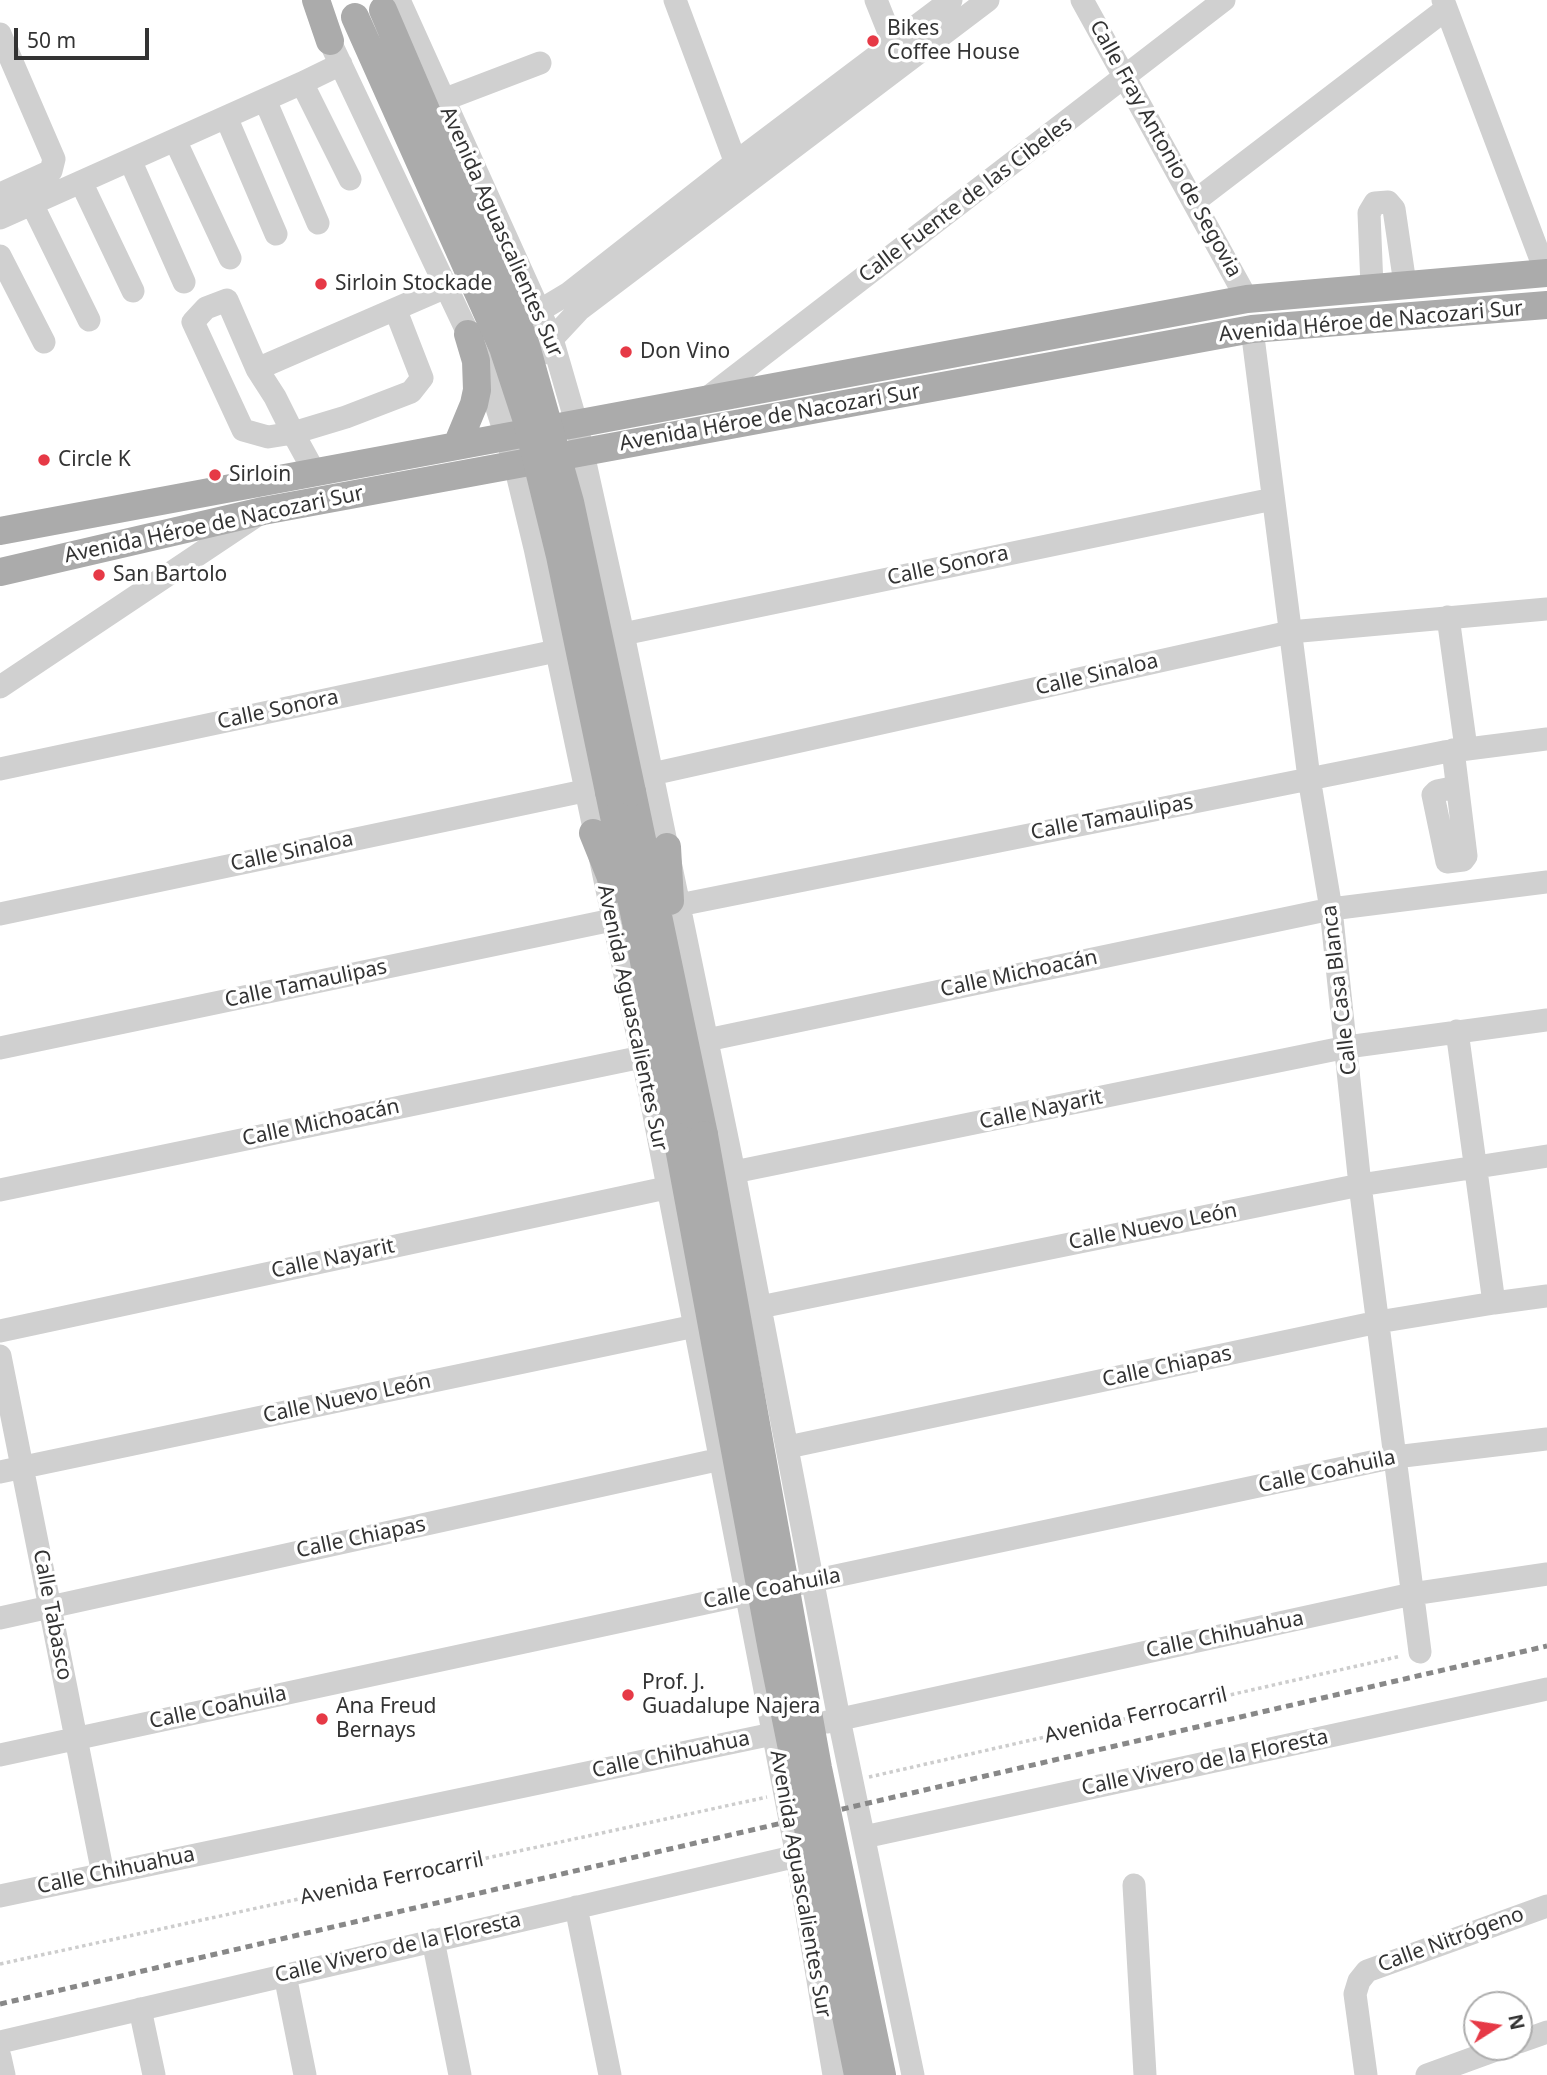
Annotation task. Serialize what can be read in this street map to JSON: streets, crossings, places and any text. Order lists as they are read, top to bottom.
{
  "streets": {
    "main road": ["Avenida Aguascalientes Sur", "Avenida Héroe de Nacozari Sur"],
    "street": [
      "Calle Fray Antonio de Segovia",
      "Calle Fuente de las Cibeles",
      "Calle Sonora",
      "Calle Sinaloa",
      "Calle Tamaulipas",
      "Calle Michoacán",
      "Calle Casa Blanca",
      "Calle Nayarit",
      "Calle Nuevo León",
      "Calle Chiapas",
      "Calle Coahuila",
      "Calle Tabasco",
      "Calle Chihuahua",
      "Calle Vivero de la Floresta",
      "Calle Nitrógeno"
    ],
    "path": ["Avenida Ferrocarril"]
  },
  "crossings": [
    ["Calle Fray Antonio de Segovia", "Calle Fuente de las Cibeles"],
    ["Calle Fray Antonio de Segovia", "Avenida Héroe de Nacozari Sur"],
    ["Calle Fuente de las Cibeles", "Avenida Héroe de Nacozari Sur"],
    ["Avenida Aguascalientes Sur", "Avenida Héroe de Nacozari Sur"],
    ["Avenida Aguascalientes Sur", "Calle Sonora"],
    ["Avenida Aguascalientes Sur", "Calle Sinaloa"],
    ["Avenida Aguascalientes Sur", "Calle Tamaulipas"],
    ["Avenida Aguascalientes Sur", "Calle Michoacán"],
    ["Avenida Aguascalientes Sur", "Calle Nayarit"],
    ["Avenida Aguascalientes Sur", "Calle Nuevo León"],
    ["Avenida Aguascalientes Sur", "Calle Chiapas"],
    ["Avenida Aguascalientes Sur", "Calle Coahuila"],
    ["Avenida Aguascalientes Sur", "Calle Chihuahua"],
    ["Avenida Aguascalientes Sur", "Avenida Ferrocarril"],
    ["Avenida Aguascalientes Sur", "Calle Vivero de la Floresta"],
    ["Avenida Héroe de Nacozari Sur", "Calle Casa Blanca"],
    ["Calle Sonora", "Calle Casa Blanca"],
    ["Calle Sinaloa", "Calle Casa Blanca"],
    ["Calle Tamaulipas", "Calle Casa Blanca"],
    ["Calle Michoacán", "Calle Casa Blanca"],
    ["Calle Casa Blanca", "Calle Nayarit"],
    ["Calle Casa Blanca", "Calle Nuevo León"],
    ["Calle Casa Blanca", "Calle Chiapas"],
    ["Calle Casa Blanca", "Calle Coahuila"],
    ["Calle Casa Blanca", "Calle Chihuahua"],
    ["Calle Casa Blanca", "Avenida Ferrocarril"],
    ["Calle Nuevo León", "Calle Tabasco"],
    ["Calle Chiapas", "Calle Tabasco"],
    ["Calle Coahuila", "Calle Tabasco"],
    ["Calle Tabasco", "Calle Chihuahua"]
  ],
  "places": [
    "Bikes Coffee House",
    "Sirloin Stockade",
    "Don Vino",
    "Circle K",
    "Sirloin",
    "San Bartolo",
    "Prof. J. Guadalupe Najera",
    "Ana Freud Bernays"
  ],
  "scale_bar": "50 m",
  "north": "right"
}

- - -

### Exercise objective:
Retype each entry exactly as it appears, excluding any image.

### Solution to this exercise:
Annotation task. Serialize what can be read in this street map to JSON: streets, crossings, places and any text. Order lists as they are read, top to bottom.
{
  "streets": {
    "main road": ["Avenida Aguascalientes Sur", "Avenida Héroe de Nacozari Sur"],
    "street": [
      "Calle Fray Antonio de Segovia",
      "Calle Fuente de las Cibeles",
      "Calle Sonora",
      "Calle Sinaloa",
      "Calle Tamaulipas",
      "Calle Michoacán",
      "Calle Casa Blanca",
      "Calle Nayarit",
      "Calle Nuevo León",
      "Calle Chiapas",
      "Calle Coahuila",
      "Calle Tabasco",
      "Calle Chihuahua",
      "Calle Vivero de la Floresta",
      "Calle Nitrógeno"
    ],
    "path": ["Avenida Ferrocarril"]
  },
  "crossings": [
    ["Calle Fray Antonio de Segovia", "Calle Fuente de las Cibeles"],
    ["Calle Fray Antonio de Segovia", "Avenida Héroe de Nacozari Sur"],
    ["Calle Fuente de las Cibeles", "Avenida Héroe de Nacozari Sur"],
    ["Avenida Aguascalientes Sur", "Avenida Héroe de Nacozari Sur"],
    ["Avenida Aguascalientes Sur", "Calle Sonora"],
    ["Avenida Aguascalientes Sur", "Calle Sinaloa"],
    ["Avenida Aguascalientes Sur", "Calle Tamaulipas"],
    ["Avenida Aguascalientes Sur", "Calle Michoacán"],
    ["Avenida Aguascalientes Sur", "Calle Nayarit"],
    ["Avenida Aguascalientes Sur", "Calle Nuevo León"],
    ["Avenida Aguascalientes Sur", "Calle Chiapas"],
    ["Avenida Aguascalientes Sur", "Calle Coahuila"],
    ["Avenida Aguascalientes Sur", "Calle Chihuahua"],
    ["Avenida Aguascalientes Sur", "Avenida Ferrocarril"],
    ["Avenida Aguascalientes Sur", "Calle Vivero de la Floresta"],
    ["Avenida Héroe de Nacozari Sur", "Calle Casa Blanca"],
    ["Calle Sonora", "Calle Casa Blanca"],
    ["Calle Sinaloa", "Calle Casa Blanca"],
    ["Calle Tamaulipas", "Calle Casa Blanca"],
    ["Calle Michoacán", "Calle Casa Blanca"],
    ["Calle Casa Blanca", "Calle Nayarit"],
    ["Calle Casa Blanca", "Calle Nuevo León"],
    ["Calle Casa Blanca", "Calle Chiapas"],
    ["Calle Casa Blanca", "Calle Coahuila"],
    ["Calle Casa Blanca", "Calle Chihuahua"],
    ["Calle Casa Blanca", "Avenida Ferrocarril"],
    ["Calle Nuevo León", "Calle Tabasco"],
    ["Calle Chiapas", "Calle Tabasco"],
    ["Calle Coahuila", "Calle Tabasco"],
    ["Calle Tabasco", "Calle Chihuahua"]
  ],
  "places": [
    "Bikes Coffee House",
    "Sirloin Stockade",
    "Don Vino",
    "Circle K",
    "Sirloin",
    "San Bartolo",
    "Prof. J. Guadalupe Najera",
    "Ana Freud Bernays"
  ],
  "scale_bar": "50 m",
  "north": "right"
}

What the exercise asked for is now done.